▶ [Goal of the exercise]:
Among the entries below, find the lines with the word "sheet" and copy them.

▶ [Data shown]:
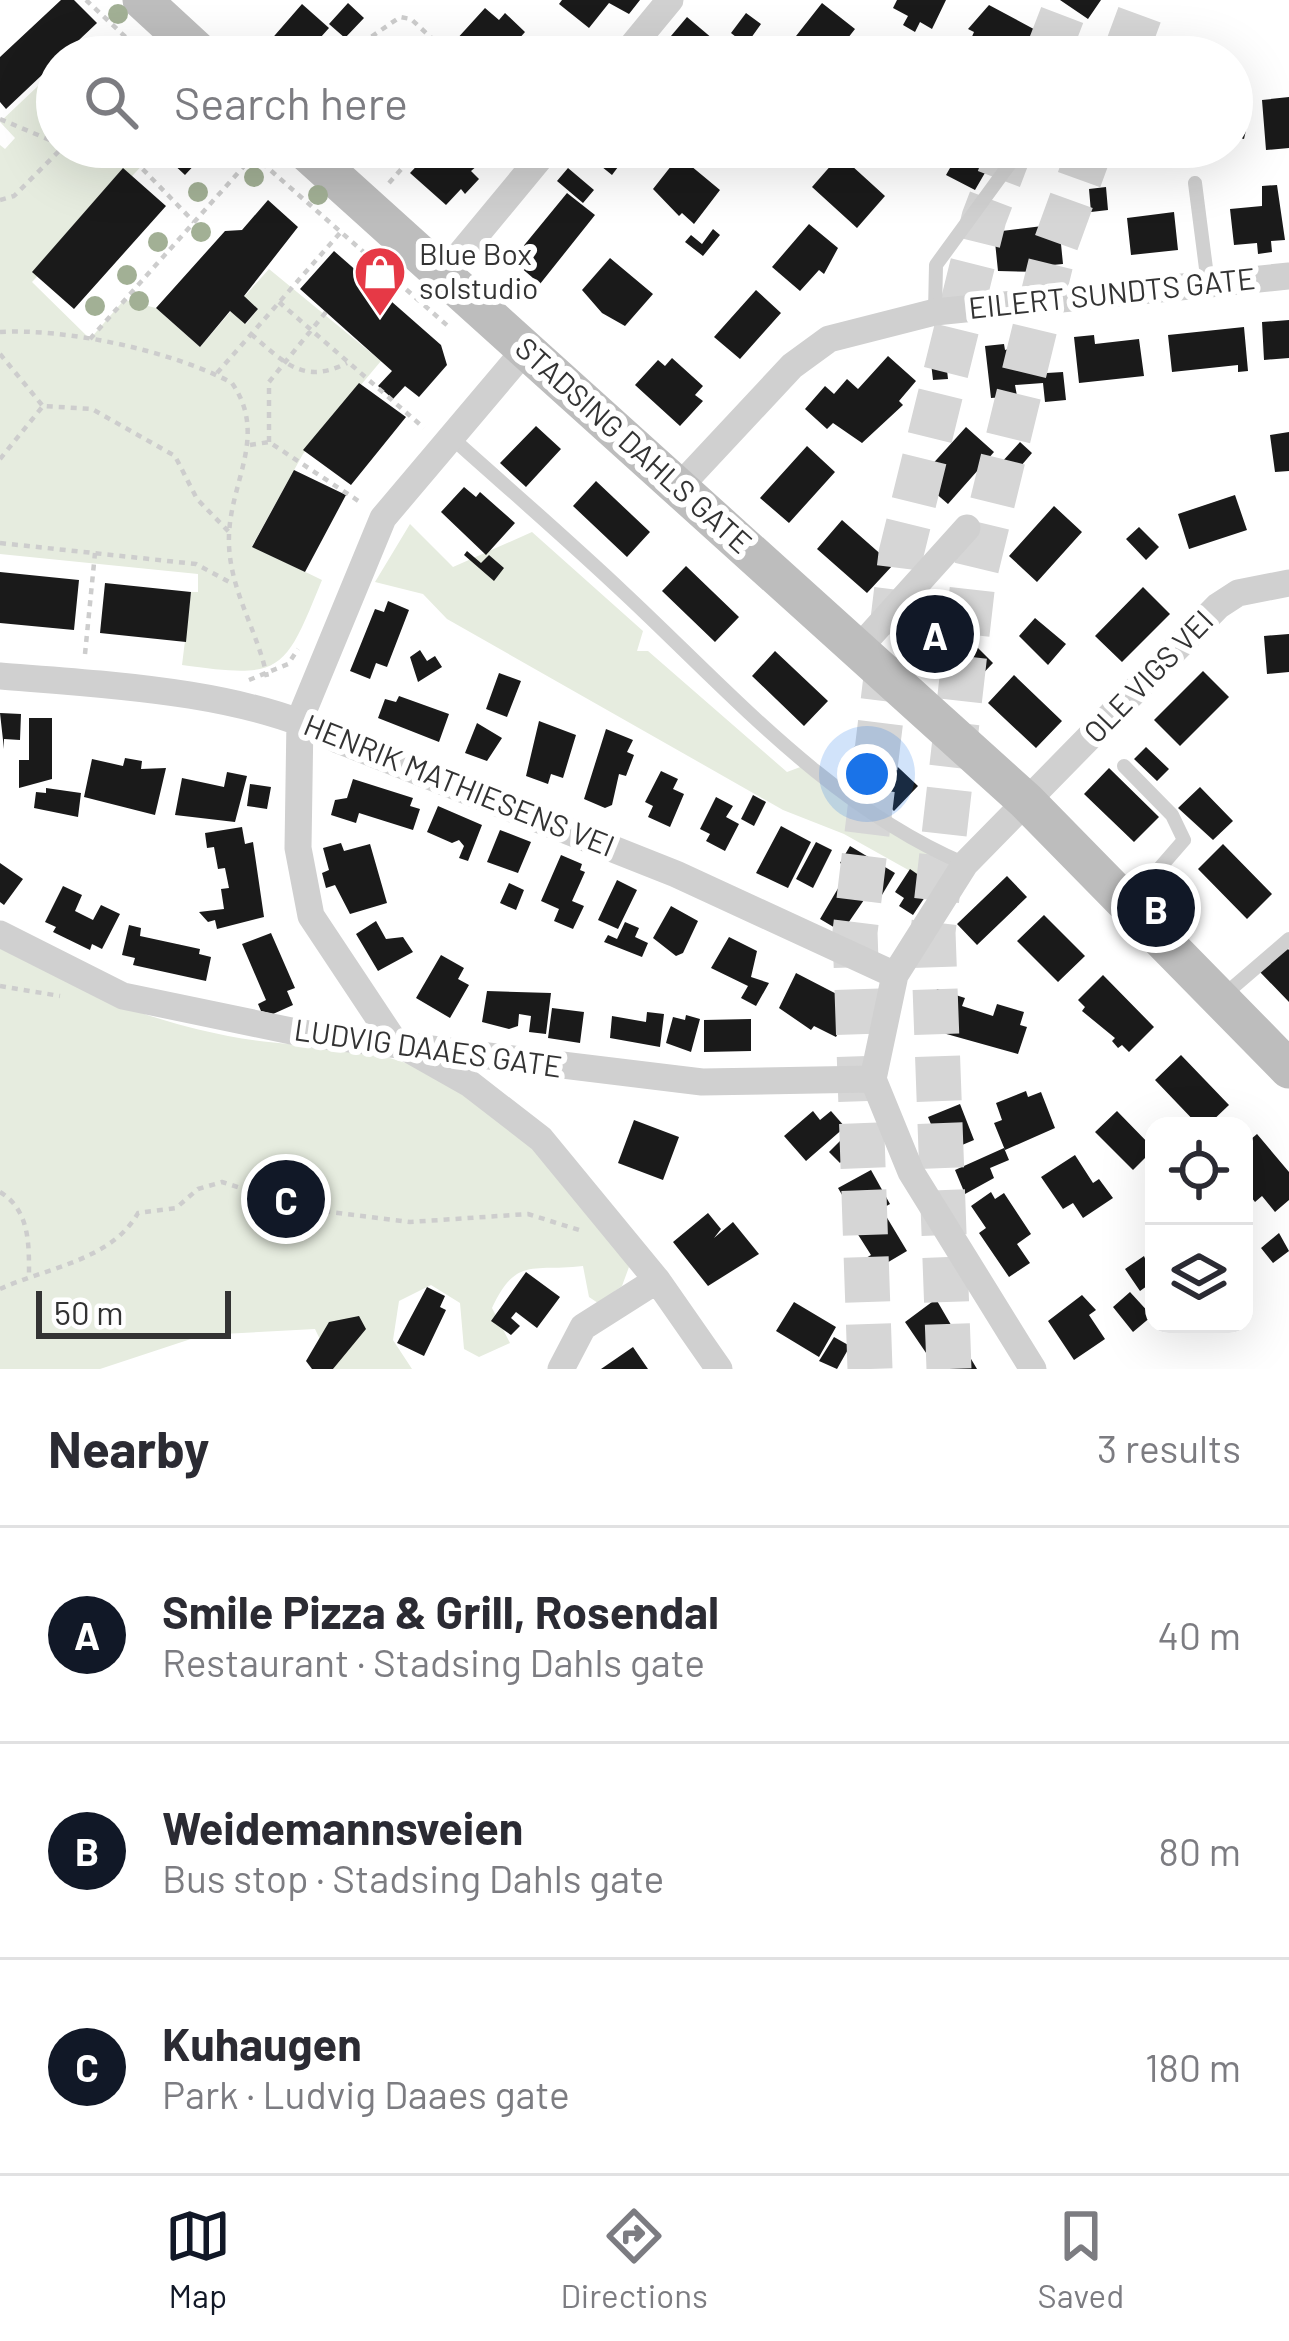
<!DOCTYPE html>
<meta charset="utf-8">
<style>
:root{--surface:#fff;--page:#f7f7f7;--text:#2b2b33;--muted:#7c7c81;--line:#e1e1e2;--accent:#111827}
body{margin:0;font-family:Barlow,sans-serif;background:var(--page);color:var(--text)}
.controls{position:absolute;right:36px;bottom:36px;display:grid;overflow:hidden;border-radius:24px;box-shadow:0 12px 48px #0002}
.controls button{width:108px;height:108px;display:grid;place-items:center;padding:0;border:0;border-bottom:3px solid var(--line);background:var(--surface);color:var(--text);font:60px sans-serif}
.scale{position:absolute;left:36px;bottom:30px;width:195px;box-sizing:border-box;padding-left:12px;border:6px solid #333;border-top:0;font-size:33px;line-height:42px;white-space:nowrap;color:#333;-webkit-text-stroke:9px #fff;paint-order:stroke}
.you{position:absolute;left:867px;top:774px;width:42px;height:42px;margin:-30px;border:9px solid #fff;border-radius:50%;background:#1a73e8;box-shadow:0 0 0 18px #1a73e833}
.badge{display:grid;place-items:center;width:78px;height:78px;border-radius:50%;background:var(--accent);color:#fff;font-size:39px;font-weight:700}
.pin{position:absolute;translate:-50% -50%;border:6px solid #fff;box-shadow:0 3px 12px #0006}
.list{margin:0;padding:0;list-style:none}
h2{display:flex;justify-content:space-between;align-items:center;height:156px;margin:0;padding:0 48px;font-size:51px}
h2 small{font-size:39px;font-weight:400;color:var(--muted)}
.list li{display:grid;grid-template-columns:78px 1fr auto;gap:36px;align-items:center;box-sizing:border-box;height:216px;padding:0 48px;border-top:3px solid var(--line)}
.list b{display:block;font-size:45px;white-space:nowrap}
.list p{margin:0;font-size:39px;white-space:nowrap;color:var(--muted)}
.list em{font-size:39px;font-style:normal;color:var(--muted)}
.icon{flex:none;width:66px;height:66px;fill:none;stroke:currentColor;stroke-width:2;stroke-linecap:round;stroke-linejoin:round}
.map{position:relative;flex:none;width:1289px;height:1369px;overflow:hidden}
.search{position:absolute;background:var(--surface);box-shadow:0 12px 48px #0002;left:36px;right:36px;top:36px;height:132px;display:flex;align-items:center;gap:30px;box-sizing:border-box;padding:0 42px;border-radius:66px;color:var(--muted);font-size:45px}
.sheet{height:804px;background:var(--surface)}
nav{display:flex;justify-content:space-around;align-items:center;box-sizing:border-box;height:168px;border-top:3px solid var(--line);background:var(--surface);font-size:33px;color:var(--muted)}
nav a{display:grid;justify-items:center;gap:6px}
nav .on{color:var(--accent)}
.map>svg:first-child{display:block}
.green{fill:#e6ecdf}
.building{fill:#1a1a1a}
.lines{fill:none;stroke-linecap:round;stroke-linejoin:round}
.trunk-tunnel{stroke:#d6d6d6;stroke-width:45;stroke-dasharray:45 22;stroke-linecap:butt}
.path{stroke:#cdcdcd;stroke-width:4.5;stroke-dasharray:6 6;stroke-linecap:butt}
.service{stroke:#d0d0d0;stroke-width:14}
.minor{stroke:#d0d0d0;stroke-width:27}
.secondary{stroke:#bdbdbd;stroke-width:39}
.tree{fill:#a2b095}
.labels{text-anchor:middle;stroke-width:12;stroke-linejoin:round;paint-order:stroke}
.poi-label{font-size:30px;fill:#333;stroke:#fff;text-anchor:start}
.street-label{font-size:30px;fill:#333;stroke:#fff}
</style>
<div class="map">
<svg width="1289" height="1369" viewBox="0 0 1289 1369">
<rect width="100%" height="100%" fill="#fff"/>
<path class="green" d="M57 68V147H142L151 156 32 282 90 339 124 300 156 308 200 347 231 311 246 324 258 309 244 297 269 269 381 361 303 454 252 546 322 580C284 673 283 679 182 665L191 592H198V574L0 554V145L5 149 15 138 0 122Z
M410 524 453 567 532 532 643 631 637 651H648L787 772 803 766 948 862 937 886 844 834 783 810 447 619 423 594 375 582Z
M0 944C78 991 138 1018 228 1036 287 1048 352 1044 409 1064 499 1095 562 1179 620 1249L629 1267 622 1286 598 1303 589 1297 583 1266C533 1272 516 1256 492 1308L510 1343 479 1357 464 1349 460 1303 431 1285 399 1301 393 1340 412 1369H334L315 1329 203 1335 100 1369H0Z"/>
<path class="building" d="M61 0H74L97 23 6 109 0 102V57Z
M562 0H640L629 14 609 3 589 28 559 4Z
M897 0H946L932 29 920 22 915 32 903 25 908 16 893 8Z
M1060 0H1101L1088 19Z
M348 3 364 18 345 38 329 24Z
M822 3 855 29 833 57H794L785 50Z
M302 4 329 28 303 57H269L262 50Z
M989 5 1056 41 1063 48 1058 57H963L974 32 968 29Z
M485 8 499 20 505 13 525 32 518 40 539 57H482L475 51 470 56 455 41Z
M746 13 761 24 746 45 731 33Z
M687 17 713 39 700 54 704 57H669L660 49Z
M1141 28 1175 50 1170 57H1122Z
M1289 97V148L1266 150 1262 100Z
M1233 108 1250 113 1244 139 1232 136Z
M155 147H211L185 175Z
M449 147H499L471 171 479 179 465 194 461 189 446 205 410 173 428 154 435 160Z
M583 147H633L612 175 581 150Z
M962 147H1000L975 190 946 175Z
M1060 147H1105L1091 168Z
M840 155 885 196 857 228 812 187Z
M679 156 720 190 694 224 682 213 679 216 653 189Z
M123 168 166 206 74 309 32 272Z
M568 168 594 190 583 203 557 181Z
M1277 185 1285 240 1271 241 1272 252 1258 254 1257 243 1234 245 1230 209 1262 206V186Z
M1106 187 1108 210 1091 212 1089 189Z
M567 193 595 215 540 284 512 260Z
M268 200 298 227 244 296 258 309 245 324 230 311 200 347 156 308 225 231 242 230Z
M1174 212 1178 250 1131 255 1127 218Z
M809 224 838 248 824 274 819 270 800 291 772 267Z
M1059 224 1063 264 1041 266 1042 272 998 271 994 232Z
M713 229 720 235 703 256 685 242 691 235 702 244Z
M334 251 441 345 447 365 419 397 405 386 393 399 378 386 392 371 300 289Z
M610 258 653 294 625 326 602 313 582 290Z
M756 290 781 313 740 359 714 337Z
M1289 320V358L1264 360 1262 322Z
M1244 327 1248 371 1238 372V365L1172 372 1168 335Z
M1094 335 1095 344 1139 339 1144 376 1079 383 1074 337Z
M1028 343V348L1045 347 1047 373 1063 372 1066 400 1045 402 1043 383 1015 385 1017 396 991 398 985 346 1004 344 1005 350Z
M945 353 948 379 933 380 930 354Z
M888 356 916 381 899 401 903 405 862 443 833 423 827 429 805 409 825 386 834 394 847 379 858 389Z
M672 358 703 386 695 395 703 401 680 426 635 385 658 360 665 366Z
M359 383 406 417 351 485 303 450Z
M536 426 561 449 526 487 500 463Z
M966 427 994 452 948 504 919 479Z
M1289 432V471L1275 472 1270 435Z
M1020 442 1032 453 1014 474 1001 463Z
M807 446 835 472 789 523 760 498Z
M294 470 346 495 305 572 252 547Z
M596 481 650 532 627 557 573 506Z
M464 487 476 497 480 492 515 523 486 555 441 512Z
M1235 495 1247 530 1189 549 1178 514Z
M1054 506 1082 532 1037 582 1009 556Z
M842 520 893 565 867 593 817 549Z
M1139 527 1159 547 1146 560 1126 539Z
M467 551 481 563 489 555 504 568 494 581 464 555Z
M686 566 739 617 715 642 662 591Z
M0 572 79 580 74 630 0 623Z
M105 583 191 592 186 642 100 633Z
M1143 587 1170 614 1122 662 1095 636Z
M388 601 409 610 387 667 376 663 370 679 350 671 375 609 384 612Z
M934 604 993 663 972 685 909 632Z
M1035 618 1066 644 1048 665 1019 636Z
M1289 634V672L1267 674 1264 636Z
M420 650 427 661 435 656 442 667 418 682 410 657Z
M775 651 828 701 804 726 752 676Z
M1203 671 1229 697 1180 746 1154 720Z
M499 673 521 681 507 717 486 709Z
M1014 675 1062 721 1036 748 988 703Z
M399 696 449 714 439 742 378 718 385 699 396 702Z
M0 713 21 714 20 740 4 739V749Z
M29 718H52V779L19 788V760H29Z
M539 721 576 735 563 778 551 774 548 784 526 776Z
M477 723 502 738 487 761 465 753Z
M606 729 633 740 627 752 634 755 626 776 619 774 612 805 605 808 584 799Z
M865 736 918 786 894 811 841 761Z
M1146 747 1169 769 1157 781 1134 759Z
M125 758 142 761 141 769 166 768 155 815 84 797 92 759 123 766Z
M1109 768 1159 817 1134 842 1084 794Z
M661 771 678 779 673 789 684 794 670 827 648 817 653 806 645 802Z
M227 772 247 776 235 822 175 815 182 778 224 787Z
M353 779 413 798 410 806 420 809 413 830 359 813 356 823 331 815 335 800 347 798Z
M250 784 271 787 267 809 247 806Z
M1200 787 1233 821 1213 840 1178 808Z
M46 788 81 793 78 817 34 808 36 792 46 793Z
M753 795 766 802 754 826 741 819Z
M716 797 733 806 726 817 739 824 725 851 706 841 710 834 700 829Z
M438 806 482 825 468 861 459 858 464 846 459 840 452 843 427 832Z
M781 826 811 842 788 888 756 873Z
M242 827 245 844 253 842 264 917 217 929 215 920 208 922 199 912 224 909 221 889 229 888 225 868 218 869 214 847 207 848 205 833Z
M500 830 531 842 518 873 487 862Z
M816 842 832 850 813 888 796 879Z
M341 843 344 851 370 844 387 903 350 914 335 885 326 888 322 873 329 870 323 848Z
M1223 844 1272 894 1247 919 1198 869Z
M850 846 895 873 879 900 863 890 866 897 842 932 820 919 850 868 840 863Z
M561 855 582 864 580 870 585 872 572 901 584 906 573 929 554 921 559 909 541 901Z
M0 863 23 879 4 905 0 902Z
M910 869 933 885 913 915 899 906 904 898 895 892Z
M1007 876 1027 897 977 945 957 924Z
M617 880 637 890 618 929 598 920Z
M509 883 524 890 516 910 500 903Z
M63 886 82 895 75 911 93 920 101 905 120 914 102 949 92 944 90 950 53 932 56 927 45 922Z
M671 906 698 921 683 953 676 956 653 938Z
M1044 915 1085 956 1058 982 1017 941Z
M376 921 386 939 403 937 413 952 378 971 356 934Z
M625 922 639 928 635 937 648 943 642 957 604 942 608 935 617 939Z
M129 925 141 928 140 936 200 949 199 954 211 957 206 981 133 965 135 958 122 955Z
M271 933 295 988 287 991 293 1005 273 1014 261 1011 258 1004 266 1000 242 944Z
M729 937 757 951 751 977 769 983 756 1006 741 998 748 986 711 968Z
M1285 946 1289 950V1002L1259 971Z
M441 955 464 968 458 979 469 985 450 1018 416 998Z
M796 973 854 1003 836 1037 814 1026 811 1030 779 1008Z
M1103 975 1154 1027 1129 1052 1122 1045 1118 1048 1112 1041 1115 1038 1082 1011 1085 1007 1078 1000Z
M937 989 965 998 962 1006 993 1016 997 1004 1024 1012 1020 1025 1027 1027 1018 1054 925 1028Z
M487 991 551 993 546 1034 529 1032 531 1016 519 1014 518 1026 509 1029 482 1022Z
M552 1008 584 1012 580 1043 548 1038Z
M647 1012 664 1014 660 1047 610 1038 612 1016 646 1022Z
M686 1015 700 1019 691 1052 666 1043 673 1017 685 1020Z
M751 1019V1051L704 1052V1020Z
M1181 1055 1229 1105 1207 1126H1199L1155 1080Z
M1026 1091 1028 1097 1041 1092 1055 1128 1005 1150 994 1123 1002 1120 996 1103Z
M960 1104 974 1140 943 1153 928 1117Z
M813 1111 820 1120 831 1111 845 1127 806 1161 784 1136Z
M1117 1111 1154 1149 1133 1170 1095 1132Z
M634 1120 679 1137 663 1180 618 1163Z
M850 1131 861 1142 840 1163 829 1152Z
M1257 1134 1289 1172V1200L1275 1212 1262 1196 1255 1202 1244 1188V1145Z
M1004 1148 1009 1160 990 1168 994 1178 965 1194 955 1170Z
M1075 1155 1093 1183 1099 1179 1113 1198 1083 1218 1073 1203 1063 1209 1041 1177Z
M871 1170 890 1204 858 1222 838 1188Z
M991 1192 995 1199 1004 1193 1031 1234 1017 1244 1030 1263 1009 1277 979 1233 986 1228 971 1206Z
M708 1213 721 1229 714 1238 733 1222 759 1254 708 1286 673 1242Z
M886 1216 907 1251 868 1274 861 1261 871 1255 857 1233Z
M1279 1233 1289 1251 1273 1263 1261 1248Z
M1144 1256 1154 1281 1140 1291 1125 1269Z
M526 1272 560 1297 537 1328 516 1312 511 1318 520 1326 511 1335 491 1321Z
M427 1287 445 1296 440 1307 446 1310 424 1356 397 1343Z
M1130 1292 1152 1316 1133 1332 1113 1307Z
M1082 1295 1096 1310 1089 1315 1105 1339 1074 1360 1048 1321Z
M936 1299 961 1342 977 1369H937L905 1322Z
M794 1302 836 1327 819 1357 776 1331Z
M359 1316 366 1329 333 1369H312L306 1361 329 1322Z
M834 1337 850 1346 837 1369 819 1361Z
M633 1347 648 1369H601Z"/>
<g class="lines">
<path class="trunk-tunnel" d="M1046 57 1068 0
M1124 57 1145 0
M870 1369 855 932 901 554 984 218 1011 147
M949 1369 933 932 973 582 1055 246 1091 147"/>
<path class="path" d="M86 0 147 57
M342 57 400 17 411 19 452 57
M0 119 57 143
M89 147 131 157 194 222
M244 147 449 327
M389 183 421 147
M0 200 14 196 63 147
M279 302 424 428
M0 332C66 328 173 351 232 383 268 435 231 480 229 535 227 587 257 628 267 677
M251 334C285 363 303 385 347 363
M90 339 261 147
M0 354 42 405
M217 373 340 233
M269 442V382L326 312
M250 445 269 442 363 504
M0 459 43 406 92 409 175 456 197 499 229 532
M0 543 196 564 233 584
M85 654 95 553
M249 680 288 664 298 649
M0 986 60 996
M0 1192C30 1210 29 1245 29 1275
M0 1289C46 1268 112 1260 138 1213L176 1208 198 1189 222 1182 306 1209 410 1222 528 1214 579 1230"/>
<path class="service" d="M1195 183 1208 284
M935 312 936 265 1022 147
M452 438C509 489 567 539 623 592 728 690 830 807 965 864
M1124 766 1172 815 1184 840 1131 901
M1224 995 1289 939"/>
<path class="minor" d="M623 57 670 0
M443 275 549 147
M525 350 383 518 300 719 298 848 311 916 394 1041 470 1084 541 1139 657 1280 719 1369
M679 487 792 366 829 339 935 312 1289 276
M858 649 967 528
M0 676C101 684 250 691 338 740L676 874 895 975
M0 934 123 996 301 1033 702 1082 873 1079
M561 1369 583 1327 657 1280
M1033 1369 911 1172 873 1079 895 975 965 864 1218 606 1238 593 1289 583"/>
<path class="secondary" d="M142 0 204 57
M301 147 1026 801 1289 1069"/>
</g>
<g class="tree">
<circle cx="118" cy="14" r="10"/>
<circle cx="277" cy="158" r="10"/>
<circle cx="254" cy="177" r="10"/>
<circle cx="198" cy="192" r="10"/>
<circle cx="318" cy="195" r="10"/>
<circle cx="201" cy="232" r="10"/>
<circle cx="158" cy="242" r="10"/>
<circle cx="127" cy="275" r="10"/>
<circle cx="139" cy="301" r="10"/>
<circle cx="95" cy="306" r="10"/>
</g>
<defs>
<g id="shop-pin" transform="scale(2.7)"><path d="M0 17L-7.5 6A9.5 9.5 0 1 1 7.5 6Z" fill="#e63946" stroke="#fff"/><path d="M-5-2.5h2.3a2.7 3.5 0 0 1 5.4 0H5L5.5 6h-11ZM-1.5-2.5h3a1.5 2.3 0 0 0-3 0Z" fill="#fff"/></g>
</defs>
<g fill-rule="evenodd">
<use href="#shop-pin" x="380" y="272"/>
</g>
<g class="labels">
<g class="poi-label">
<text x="419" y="265">Blue Box<tspan x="419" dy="34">solstudio</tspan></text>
</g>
<g class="street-label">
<text transform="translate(1112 294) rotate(-6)" y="10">EILERT SUNDTS GATE</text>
<text transform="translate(633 446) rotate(42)" y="10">STADSING DAHLS GATE</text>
<text transform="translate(1149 677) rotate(-46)" y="10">OLE VIGS VEI</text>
<text transform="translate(459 786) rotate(22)" y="10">HENRIK MATHIESENS VEI</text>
<text transform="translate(428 1049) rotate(8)" y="10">LUDVIG DAAES GATE</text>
</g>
</g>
</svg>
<div class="controls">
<button><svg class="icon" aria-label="locate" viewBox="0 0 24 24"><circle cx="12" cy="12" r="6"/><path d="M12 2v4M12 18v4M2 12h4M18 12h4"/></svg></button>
<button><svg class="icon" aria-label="layers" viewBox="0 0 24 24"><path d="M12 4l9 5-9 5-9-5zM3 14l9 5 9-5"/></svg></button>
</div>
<div class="scale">50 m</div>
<div class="you"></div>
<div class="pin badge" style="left:935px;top:634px">A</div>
<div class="pin badge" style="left:1156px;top:908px">B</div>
<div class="pin badge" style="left:286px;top:1199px">C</div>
<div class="search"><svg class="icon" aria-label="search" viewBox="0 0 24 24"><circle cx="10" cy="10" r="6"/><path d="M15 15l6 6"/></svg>Search here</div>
</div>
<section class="sheet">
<h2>Nearby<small>3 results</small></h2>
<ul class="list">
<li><span class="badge">A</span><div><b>Smile Pizza &amp; Grill, Rosendal</b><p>Restaurant · Stadsing Dahls gate</p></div><em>40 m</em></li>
<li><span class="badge">B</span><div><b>Weidemannsveien</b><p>Bus stop · Stadsing Dahls gate</p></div><em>80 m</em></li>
<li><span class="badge">C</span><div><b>Kuhaugen</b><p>Park · Ludvig Daaes gate</p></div><em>180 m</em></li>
</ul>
</section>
<nav>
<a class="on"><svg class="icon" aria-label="map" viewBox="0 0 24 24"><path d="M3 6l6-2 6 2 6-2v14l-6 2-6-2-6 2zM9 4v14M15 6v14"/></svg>Map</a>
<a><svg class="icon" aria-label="directions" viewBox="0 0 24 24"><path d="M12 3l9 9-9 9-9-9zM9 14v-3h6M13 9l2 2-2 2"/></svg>Directions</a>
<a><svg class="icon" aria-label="saved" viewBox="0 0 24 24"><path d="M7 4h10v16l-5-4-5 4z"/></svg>Saved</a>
</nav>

▶ [Task output]:
.sheet{height:804px;background:var(--surface)}
<section class="sheet">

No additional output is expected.